What needs to be done
In the listing beneath this line, copy exactly the lines starting with the one containing "position:absolute; inset:0; border:5px" and going on through the one containing "[389,1912,1003,1917,1003,2051,865,2049,814,2058,386,2055]".

== Record excerpts

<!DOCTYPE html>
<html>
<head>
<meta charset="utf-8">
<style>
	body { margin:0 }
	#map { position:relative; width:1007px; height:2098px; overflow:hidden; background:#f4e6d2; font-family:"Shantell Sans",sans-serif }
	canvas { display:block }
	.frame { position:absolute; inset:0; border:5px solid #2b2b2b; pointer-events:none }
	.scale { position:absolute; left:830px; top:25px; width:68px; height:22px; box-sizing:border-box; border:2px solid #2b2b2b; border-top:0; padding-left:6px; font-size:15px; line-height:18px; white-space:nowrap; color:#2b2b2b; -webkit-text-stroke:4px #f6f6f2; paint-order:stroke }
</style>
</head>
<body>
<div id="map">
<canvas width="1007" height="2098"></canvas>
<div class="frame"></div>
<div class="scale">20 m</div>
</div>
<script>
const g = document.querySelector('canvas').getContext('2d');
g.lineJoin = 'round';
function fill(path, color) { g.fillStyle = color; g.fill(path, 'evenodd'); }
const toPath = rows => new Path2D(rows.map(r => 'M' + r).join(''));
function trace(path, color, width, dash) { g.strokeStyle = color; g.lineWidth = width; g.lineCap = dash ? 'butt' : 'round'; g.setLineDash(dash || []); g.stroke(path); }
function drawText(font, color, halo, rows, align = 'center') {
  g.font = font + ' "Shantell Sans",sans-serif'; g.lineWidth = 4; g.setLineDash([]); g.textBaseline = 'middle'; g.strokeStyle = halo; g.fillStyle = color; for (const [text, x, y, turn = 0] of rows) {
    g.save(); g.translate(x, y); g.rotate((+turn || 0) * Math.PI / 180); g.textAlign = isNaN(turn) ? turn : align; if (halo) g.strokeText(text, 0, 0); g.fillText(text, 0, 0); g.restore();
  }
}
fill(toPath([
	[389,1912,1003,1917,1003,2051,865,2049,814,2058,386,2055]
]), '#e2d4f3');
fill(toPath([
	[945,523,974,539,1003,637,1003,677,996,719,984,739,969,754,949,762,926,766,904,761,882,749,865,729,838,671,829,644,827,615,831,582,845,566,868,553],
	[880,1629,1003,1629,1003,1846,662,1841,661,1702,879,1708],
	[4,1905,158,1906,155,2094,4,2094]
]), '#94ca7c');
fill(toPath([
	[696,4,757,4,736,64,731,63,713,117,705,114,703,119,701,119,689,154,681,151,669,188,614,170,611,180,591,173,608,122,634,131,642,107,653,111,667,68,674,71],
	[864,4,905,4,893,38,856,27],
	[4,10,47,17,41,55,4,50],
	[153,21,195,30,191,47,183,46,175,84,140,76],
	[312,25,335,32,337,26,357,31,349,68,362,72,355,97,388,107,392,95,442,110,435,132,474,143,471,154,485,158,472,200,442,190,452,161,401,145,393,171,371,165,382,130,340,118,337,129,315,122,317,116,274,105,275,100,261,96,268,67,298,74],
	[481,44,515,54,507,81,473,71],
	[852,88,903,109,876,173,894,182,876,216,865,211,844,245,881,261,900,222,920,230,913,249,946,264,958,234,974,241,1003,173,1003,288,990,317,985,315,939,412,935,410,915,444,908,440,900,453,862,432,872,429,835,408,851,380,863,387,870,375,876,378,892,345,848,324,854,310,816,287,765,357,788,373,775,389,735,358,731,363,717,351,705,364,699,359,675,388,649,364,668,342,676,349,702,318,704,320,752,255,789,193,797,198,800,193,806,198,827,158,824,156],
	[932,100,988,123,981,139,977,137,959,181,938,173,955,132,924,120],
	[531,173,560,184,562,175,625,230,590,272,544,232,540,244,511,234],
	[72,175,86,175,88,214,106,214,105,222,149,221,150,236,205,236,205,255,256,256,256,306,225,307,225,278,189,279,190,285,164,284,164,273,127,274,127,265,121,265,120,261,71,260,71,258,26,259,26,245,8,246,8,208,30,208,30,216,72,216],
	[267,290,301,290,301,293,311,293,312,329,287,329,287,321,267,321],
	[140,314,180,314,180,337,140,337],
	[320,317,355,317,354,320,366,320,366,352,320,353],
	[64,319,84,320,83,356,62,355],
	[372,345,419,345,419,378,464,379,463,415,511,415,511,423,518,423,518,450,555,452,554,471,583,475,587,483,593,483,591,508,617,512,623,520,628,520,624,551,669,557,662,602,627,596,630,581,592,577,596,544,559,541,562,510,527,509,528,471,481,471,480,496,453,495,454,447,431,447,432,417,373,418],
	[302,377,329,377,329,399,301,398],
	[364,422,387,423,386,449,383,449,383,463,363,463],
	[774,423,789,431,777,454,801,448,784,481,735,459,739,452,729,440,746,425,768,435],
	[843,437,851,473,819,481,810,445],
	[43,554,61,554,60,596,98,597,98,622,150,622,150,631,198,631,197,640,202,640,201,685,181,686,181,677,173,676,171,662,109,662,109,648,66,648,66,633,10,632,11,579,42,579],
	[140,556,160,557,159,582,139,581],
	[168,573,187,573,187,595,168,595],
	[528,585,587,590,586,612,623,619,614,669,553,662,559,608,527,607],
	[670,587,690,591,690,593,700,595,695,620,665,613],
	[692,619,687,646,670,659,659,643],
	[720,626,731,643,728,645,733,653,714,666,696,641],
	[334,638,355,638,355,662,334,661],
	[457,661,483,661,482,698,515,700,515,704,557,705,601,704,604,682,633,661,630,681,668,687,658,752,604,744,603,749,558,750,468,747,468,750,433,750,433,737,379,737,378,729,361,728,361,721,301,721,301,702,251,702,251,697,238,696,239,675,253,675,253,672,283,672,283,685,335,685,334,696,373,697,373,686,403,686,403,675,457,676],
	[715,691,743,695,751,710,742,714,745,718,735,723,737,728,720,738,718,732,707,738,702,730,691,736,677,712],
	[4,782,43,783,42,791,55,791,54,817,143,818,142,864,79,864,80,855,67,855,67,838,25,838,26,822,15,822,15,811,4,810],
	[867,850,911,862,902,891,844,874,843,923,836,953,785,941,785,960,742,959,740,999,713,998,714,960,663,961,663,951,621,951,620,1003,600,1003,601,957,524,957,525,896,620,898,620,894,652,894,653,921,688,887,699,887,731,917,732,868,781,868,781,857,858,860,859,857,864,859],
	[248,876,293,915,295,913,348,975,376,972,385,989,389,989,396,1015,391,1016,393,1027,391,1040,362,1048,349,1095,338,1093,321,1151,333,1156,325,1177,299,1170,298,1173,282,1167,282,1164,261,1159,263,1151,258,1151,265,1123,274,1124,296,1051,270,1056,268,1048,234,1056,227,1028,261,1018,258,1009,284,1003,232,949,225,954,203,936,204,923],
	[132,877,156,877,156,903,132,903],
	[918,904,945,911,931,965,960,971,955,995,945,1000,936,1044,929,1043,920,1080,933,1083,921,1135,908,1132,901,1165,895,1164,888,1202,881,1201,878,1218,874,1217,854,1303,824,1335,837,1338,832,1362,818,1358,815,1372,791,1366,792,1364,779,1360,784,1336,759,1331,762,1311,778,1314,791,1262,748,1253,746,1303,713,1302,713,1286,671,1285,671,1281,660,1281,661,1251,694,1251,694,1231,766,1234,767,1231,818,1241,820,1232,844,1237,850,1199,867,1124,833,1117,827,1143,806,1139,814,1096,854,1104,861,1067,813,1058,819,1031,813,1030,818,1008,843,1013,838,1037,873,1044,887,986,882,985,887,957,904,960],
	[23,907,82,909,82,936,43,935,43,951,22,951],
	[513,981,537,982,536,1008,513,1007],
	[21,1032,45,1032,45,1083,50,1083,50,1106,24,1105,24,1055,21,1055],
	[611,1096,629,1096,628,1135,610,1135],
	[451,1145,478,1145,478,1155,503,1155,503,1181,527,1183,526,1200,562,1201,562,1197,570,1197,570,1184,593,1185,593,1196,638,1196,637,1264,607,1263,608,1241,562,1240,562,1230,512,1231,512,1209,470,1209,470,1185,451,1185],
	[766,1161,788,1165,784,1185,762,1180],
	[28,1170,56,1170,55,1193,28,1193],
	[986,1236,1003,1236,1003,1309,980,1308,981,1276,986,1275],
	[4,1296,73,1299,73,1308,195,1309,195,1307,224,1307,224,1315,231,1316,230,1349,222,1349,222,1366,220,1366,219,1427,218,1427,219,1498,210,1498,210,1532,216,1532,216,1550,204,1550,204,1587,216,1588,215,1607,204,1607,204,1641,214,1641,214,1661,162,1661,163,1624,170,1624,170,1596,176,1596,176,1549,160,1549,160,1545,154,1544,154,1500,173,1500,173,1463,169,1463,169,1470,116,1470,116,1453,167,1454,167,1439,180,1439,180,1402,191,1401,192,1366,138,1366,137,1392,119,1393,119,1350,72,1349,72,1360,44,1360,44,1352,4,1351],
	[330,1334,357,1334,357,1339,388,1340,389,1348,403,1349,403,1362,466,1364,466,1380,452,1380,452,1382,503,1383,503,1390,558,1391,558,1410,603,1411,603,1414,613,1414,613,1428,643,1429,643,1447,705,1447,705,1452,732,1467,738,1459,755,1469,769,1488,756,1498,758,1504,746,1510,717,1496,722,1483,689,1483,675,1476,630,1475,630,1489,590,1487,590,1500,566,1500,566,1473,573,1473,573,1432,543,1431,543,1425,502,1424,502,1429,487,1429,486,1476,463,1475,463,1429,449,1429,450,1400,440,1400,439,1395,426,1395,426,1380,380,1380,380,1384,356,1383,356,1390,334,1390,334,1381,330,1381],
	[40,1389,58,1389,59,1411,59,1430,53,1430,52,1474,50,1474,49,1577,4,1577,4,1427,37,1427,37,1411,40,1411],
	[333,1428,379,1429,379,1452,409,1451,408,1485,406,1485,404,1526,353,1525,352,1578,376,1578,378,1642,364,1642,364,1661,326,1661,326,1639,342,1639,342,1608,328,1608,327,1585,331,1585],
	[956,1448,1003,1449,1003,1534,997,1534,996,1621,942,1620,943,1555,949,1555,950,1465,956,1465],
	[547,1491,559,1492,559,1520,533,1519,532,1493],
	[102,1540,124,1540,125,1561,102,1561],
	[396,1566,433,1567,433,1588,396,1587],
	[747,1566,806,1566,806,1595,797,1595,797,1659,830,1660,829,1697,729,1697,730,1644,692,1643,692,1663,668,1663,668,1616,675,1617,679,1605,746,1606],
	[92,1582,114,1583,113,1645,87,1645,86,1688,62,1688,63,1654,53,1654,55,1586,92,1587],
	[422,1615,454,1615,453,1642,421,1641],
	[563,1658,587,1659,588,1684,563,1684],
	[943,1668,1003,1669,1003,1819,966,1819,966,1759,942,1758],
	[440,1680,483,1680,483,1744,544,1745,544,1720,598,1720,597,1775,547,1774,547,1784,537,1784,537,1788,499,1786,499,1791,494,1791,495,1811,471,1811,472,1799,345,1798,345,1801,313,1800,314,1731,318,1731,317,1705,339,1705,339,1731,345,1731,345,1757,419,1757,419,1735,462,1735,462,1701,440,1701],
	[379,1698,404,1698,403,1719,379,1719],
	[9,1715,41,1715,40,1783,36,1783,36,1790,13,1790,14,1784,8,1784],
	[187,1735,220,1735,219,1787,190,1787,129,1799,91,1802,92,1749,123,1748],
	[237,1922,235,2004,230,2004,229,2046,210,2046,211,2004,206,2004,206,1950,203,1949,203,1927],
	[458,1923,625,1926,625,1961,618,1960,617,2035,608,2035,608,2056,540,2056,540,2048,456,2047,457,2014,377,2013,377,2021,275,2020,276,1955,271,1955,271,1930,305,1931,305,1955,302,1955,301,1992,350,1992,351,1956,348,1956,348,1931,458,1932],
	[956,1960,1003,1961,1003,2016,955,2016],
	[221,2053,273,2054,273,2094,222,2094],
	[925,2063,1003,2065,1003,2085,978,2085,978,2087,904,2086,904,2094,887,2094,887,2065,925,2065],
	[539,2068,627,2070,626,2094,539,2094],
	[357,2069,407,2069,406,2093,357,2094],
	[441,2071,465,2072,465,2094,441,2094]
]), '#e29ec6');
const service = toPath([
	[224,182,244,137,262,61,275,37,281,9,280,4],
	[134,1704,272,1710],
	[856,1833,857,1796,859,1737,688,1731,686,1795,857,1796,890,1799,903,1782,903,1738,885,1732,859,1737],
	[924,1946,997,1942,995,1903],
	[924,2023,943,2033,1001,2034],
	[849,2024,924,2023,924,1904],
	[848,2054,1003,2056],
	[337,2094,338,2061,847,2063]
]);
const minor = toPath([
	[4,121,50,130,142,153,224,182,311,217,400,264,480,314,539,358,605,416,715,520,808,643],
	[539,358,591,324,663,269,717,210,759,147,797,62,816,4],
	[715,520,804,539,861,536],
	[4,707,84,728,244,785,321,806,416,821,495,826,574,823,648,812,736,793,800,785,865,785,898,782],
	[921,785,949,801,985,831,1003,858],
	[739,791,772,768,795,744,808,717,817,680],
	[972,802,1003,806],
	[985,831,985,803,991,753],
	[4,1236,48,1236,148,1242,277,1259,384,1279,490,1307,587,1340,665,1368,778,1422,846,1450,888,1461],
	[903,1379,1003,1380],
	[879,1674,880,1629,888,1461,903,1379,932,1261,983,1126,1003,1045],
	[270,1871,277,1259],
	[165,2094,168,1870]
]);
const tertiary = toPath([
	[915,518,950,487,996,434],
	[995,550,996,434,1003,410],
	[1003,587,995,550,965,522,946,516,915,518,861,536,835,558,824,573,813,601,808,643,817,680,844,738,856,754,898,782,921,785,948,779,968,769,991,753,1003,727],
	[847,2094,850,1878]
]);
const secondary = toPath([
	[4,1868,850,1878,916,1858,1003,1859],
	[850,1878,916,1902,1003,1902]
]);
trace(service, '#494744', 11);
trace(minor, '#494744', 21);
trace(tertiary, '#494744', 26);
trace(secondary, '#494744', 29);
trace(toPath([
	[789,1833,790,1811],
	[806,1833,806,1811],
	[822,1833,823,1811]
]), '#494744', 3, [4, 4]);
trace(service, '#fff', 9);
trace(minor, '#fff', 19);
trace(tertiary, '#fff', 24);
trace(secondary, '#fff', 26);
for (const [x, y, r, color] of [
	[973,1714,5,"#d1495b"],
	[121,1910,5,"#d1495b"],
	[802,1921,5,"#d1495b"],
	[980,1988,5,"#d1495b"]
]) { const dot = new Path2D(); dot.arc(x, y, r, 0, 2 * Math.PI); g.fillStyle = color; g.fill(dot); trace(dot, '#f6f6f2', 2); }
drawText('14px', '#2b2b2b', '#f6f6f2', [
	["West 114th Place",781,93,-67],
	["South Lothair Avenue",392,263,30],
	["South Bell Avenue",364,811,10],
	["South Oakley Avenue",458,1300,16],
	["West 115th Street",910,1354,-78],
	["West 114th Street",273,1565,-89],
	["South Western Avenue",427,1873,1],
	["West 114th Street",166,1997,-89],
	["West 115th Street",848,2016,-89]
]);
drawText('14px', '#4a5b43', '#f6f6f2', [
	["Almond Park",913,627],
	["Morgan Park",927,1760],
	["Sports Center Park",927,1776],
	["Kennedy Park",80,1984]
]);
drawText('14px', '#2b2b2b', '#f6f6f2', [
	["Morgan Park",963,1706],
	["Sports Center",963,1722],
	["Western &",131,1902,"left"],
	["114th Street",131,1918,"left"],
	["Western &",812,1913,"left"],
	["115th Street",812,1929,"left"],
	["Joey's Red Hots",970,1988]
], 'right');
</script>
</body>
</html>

====

Answer box
	.frame { position:absolute; inset:0; border:5px solid #2b2b2b; pointer-events:none }
	.scale { position:absolute; left:830px; top:25px; width:68px; height:22px; box-sizing:border-box; border:2px solid #2b2b2b; border-top:0; padding-left:6px; font-size:15px; line-height:18px; white-space:nowrap; color:#2b2b2b; -webkit-text-stroke:4px #f6f6f2; paint-order:stroke }
</style>
</head>
<body>
<div id="map">
<canvas width="1007" height="2098"></canvas>
<div class="frame"></div>
<div class="scale">20 m</div>
</div>
<script>
const g = document.querySelector('canvas').getContext('2d');
g.lineJoin = 'round';
function fill(path, color) { g.fillStyle = color; g.fill(path, 'evenodd'); }
const toPath = rows => new Path2D(rows.map(r => 'M' + r).join(''));
function trace(path, color, width, dash) { g.strokeStyle = color; g.lineWidth = width; g.lineCap = dash ? 'butt' : 'round'; g.setLineDash(dash || []); g.stroke(path); }
function drawText(font, color, halo, rows, align = 'center') {
  g.font = font + ' "Shantell Sans",sans-serif'; g.lineWidth = 4; g.setLineDash([]); g.textBaseline = 'middle'; g.strokeStyle = halo; g.fillStyle = color; for (const [text, x, y, turn = 0] of rows) {
    g.save(); g.translate(x, y); g.rotate((+turn || 0) * Math.PI / 180); g.textAlign = isNaN(turn) ? turn : align; if (halo) g.strokeText(text, 0, 0); g.fillText(text, 0, 0); g.restore();
  }
}
fill(toPath([
	[389,1912,1003,1917,1003,2051,865,2049,814,2058,386,2055]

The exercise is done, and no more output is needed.